• WHAT IS REQUIRED: Note how many lines of the data below hold the word "stream", then give that number with no other text.

+ + + + +

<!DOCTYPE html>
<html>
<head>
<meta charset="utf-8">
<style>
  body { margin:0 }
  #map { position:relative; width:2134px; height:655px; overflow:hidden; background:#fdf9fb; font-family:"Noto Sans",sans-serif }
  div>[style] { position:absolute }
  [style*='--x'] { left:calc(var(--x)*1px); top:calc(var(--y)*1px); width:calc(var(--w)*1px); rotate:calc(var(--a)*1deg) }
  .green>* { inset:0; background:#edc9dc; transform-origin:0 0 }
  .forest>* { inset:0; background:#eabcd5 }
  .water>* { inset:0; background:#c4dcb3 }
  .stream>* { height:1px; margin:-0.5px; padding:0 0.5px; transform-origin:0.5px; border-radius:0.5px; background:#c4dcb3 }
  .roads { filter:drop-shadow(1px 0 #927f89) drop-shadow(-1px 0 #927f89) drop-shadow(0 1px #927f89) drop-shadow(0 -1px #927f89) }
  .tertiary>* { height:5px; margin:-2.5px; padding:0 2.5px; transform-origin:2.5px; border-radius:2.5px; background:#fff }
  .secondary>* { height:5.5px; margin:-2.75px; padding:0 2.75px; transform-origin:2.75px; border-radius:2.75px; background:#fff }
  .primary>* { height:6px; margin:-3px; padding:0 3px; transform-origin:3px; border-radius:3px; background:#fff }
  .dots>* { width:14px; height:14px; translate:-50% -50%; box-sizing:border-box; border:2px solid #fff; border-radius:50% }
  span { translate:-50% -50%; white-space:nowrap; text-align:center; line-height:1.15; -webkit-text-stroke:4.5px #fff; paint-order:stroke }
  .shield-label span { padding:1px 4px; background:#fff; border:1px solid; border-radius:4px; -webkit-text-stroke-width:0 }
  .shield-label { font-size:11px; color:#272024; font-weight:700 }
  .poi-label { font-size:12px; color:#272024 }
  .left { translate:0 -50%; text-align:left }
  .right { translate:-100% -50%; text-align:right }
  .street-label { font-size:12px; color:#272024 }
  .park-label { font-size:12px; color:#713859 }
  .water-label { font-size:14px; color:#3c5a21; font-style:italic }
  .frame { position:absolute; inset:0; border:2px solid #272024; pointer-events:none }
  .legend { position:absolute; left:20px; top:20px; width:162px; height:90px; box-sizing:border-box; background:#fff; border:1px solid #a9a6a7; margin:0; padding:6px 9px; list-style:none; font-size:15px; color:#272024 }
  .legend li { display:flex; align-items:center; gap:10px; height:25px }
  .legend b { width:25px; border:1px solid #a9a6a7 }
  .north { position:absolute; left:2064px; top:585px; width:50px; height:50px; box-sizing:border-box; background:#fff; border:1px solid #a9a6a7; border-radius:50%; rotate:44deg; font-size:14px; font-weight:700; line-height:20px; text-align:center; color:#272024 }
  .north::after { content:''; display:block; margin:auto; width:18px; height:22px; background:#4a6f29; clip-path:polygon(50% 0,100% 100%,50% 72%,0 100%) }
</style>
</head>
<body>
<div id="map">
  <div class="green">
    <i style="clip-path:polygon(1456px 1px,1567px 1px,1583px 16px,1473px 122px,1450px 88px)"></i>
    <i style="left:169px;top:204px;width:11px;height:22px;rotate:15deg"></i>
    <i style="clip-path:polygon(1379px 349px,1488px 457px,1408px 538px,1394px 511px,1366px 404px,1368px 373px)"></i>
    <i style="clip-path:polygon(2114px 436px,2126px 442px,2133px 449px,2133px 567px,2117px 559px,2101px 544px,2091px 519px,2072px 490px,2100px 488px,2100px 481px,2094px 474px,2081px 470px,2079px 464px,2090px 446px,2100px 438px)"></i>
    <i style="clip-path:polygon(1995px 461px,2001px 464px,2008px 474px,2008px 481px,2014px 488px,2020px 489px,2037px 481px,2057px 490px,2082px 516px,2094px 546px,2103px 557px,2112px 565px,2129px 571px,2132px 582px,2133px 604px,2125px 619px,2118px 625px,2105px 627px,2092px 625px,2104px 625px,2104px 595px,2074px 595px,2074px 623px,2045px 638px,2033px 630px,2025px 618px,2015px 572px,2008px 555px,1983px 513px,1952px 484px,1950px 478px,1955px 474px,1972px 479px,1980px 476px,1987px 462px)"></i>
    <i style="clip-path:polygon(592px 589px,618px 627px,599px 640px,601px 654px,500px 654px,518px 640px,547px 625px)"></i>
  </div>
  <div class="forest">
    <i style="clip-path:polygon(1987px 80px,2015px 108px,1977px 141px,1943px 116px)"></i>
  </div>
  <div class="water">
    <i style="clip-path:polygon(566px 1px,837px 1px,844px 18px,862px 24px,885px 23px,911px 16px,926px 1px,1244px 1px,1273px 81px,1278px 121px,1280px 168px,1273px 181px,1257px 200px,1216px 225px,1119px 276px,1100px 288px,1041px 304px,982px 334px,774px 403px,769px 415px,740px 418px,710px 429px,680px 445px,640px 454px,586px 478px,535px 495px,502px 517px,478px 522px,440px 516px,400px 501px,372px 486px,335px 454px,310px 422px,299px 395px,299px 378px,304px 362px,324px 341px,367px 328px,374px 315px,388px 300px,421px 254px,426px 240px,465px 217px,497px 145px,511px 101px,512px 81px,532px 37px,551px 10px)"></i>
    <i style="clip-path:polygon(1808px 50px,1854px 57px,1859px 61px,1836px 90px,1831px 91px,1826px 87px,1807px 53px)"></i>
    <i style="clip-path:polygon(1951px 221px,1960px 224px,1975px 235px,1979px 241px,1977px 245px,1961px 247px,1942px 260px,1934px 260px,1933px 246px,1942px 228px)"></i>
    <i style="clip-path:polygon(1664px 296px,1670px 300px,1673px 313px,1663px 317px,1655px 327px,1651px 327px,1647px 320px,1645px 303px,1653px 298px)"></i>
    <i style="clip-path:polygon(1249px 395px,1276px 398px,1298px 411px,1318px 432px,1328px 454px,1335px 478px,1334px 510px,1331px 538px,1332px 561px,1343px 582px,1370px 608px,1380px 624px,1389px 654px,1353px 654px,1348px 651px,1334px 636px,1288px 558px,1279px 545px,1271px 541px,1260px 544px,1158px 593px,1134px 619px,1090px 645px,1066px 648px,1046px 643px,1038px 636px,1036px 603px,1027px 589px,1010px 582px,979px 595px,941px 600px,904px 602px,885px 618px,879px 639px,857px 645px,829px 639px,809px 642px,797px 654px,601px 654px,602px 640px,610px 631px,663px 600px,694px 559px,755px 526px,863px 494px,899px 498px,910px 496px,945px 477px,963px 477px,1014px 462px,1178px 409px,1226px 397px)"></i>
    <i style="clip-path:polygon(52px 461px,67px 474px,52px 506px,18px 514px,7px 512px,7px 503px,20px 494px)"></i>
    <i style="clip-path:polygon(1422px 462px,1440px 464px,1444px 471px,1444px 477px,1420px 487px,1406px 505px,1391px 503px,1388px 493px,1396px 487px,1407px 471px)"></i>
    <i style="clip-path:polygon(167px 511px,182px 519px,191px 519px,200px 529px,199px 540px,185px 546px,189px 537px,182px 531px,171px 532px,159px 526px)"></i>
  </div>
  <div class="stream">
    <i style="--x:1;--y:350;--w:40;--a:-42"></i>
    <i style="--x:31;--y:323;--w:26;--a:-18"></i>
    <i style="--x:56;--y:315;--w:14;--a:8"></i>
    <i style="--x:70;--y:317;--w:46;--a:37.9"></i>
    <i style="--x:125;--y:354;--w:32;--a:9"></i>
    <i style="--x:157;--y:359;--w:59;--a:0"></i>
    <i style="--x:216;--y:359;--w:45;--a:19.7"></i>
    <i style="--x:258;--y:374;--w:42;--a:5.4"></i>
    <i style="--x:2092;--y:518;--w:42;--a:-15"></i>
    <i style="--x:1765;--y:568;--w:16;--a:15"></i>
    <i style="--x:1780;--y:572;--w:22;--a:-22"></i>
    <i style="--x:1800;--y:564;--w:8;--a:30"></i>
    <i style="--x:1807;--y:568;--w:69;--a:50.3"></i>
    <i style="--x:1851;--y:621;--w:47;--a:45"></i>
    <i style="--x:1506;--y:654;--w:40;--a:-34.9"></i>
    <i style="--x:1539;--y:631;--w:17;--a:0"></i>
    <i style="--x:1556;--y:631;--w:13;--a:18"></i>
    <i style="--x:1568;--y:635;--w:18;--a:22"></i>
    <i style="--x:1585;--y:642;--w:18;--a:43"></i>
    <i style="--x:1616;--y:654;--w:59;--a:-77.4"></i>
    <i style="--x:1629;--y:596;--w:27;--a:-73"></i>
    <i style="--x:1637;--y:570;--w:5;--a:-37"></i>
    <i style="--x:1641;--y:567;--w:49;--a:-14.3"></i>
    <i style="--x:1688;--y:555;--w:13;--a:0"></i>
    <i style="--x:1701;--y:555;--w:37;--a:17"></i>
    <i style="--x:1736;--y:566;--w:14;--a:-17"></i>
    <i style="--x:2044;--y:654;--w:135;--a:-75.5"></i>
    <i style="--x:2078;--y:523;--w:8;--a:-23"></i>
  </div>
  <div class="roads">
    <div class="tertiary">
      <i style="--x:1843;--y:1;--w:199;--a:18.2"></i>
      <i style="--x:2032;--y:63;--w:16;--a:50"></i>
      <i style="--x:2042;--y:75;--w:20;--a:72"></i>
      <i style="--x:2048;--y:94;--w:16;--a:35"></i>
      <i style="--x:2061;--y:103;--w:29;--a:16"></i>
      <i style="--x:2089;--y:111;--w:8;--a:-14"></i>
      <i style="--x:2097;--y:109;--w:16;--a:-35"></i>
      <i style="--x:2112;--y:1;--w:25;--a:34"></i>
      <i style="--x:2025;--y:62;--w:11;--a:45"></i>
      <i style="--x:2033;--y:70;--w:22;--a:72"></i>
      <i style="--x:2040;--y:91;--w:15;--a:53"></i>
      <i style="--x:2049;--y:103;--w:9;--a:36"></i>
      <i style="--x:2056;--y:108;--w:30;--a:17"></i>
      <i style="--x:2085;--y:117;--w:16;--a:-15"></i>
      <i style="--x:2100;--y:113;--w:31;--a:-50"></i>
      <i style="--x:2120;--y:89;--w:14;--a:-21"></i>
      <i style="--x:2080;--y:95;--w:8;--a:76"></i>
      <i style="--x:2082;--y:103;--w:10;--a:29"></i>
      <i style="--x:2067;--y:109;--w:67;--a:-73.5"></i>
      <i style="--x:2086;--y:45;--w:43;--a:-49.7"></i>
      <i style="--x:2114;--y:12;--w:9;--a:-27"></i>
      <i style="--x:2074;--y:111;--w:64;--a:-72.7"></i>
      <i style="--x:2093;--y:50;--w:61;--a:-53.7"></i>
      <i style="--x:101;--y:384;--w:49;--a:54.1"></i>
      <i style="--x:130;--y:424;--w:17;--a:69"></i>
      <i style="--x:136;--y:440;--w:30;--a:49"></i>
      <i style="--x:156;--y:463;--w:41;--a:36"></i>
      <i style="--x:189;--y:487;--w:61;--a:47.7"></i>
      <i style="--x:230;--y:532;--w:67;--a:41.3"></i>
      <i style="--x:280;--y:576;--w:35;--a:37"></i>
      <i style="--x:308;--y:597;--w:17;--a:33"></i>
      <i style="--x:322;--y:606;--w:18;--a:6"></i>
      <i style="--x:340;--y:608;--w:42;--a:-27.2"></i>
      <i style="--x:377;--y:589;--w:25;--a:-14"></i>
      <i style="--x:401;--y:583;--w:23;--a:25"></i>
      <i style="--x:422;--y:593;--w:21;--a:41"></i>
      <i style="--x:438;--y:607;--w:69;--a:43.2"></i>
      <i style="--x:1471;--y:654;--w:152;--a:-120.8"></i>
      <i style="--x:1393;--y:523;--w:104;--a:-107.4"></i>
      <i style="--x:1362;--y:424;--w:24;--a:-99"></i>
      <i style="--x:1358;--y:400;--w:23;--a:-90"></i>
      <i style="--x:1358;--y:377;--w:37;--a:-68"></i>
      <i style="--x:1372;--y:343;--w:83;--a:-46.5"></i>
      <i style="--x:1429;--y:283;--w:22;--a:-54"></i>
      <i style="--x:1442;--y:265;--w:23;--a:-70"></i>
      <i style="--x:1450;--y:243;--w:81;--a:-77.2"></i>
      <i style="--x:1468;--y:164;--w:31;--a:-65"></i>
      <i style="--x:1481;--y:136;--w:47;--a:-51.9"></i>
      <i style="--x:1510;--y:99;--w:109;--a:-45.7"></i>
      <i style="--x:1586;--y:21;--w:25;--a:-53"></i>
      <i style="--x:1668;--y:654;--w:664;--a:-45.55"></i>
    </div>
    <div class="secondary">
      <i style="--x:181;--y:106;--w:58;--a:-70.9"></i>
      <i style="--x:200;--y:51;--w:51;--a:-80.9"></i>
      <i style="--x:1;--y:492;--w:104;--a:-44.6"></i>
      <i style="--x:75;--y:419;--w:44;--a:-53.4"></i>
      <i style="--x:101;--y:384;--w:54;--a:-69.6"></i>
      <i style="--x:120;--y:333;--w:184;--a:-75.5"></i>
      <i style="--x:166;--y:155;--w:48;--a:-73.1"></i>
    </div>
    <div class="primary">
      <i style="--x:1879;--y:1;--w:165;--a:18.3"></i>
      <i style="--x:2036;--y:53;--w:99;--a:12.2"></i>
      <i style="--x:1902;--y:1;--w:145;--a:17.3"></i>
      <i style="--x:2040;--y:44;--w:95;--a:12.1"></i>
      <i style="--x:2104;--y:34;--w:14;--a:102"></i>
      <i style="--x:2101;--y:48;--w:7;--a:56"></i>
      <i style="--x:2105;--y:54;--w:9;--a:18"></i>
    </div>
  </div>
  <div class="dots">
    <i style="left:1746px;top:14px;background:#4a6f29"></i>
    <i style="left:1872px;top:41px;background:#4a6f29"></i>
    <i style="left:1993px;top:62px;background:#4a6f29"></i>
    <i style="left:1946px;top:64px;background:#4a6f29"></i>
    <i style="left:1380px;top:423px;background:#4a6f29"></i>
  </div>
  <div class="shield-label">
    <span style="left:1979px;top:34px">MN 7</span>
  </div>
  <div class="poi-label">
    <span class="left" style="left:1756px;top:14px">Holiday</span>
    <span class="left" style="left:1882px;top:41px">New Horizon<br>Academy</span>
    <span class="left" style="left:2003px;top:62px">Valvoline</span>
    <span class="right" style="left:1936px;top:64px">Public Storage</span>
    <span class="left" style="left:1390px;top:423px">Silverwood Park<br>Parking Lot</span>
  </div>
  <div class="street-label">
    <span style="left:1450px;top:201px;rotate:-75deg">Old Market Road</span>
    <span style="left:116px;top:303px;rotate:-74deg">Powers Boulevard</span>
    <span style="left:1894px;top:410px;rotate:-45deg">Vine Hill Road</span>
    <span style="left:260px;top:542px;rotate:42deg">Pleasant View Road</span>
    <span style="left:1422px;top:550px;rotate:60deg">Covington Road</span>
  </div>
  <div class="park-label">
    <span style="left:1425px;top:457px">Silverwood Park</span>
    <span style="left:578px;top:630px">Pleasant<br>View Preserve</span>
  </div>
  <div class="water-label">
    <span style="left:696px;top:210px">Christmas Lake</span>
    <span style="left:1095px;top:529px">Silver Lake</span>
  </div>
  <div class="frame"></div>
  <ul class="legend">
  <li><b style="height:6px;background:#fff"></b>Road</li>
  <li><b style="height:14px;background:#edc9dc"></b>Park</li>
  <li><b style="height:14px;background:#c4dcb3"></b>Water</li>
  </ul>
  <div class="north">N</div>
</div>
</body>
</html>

+ + + + +

• SOLUTION BELOW: 2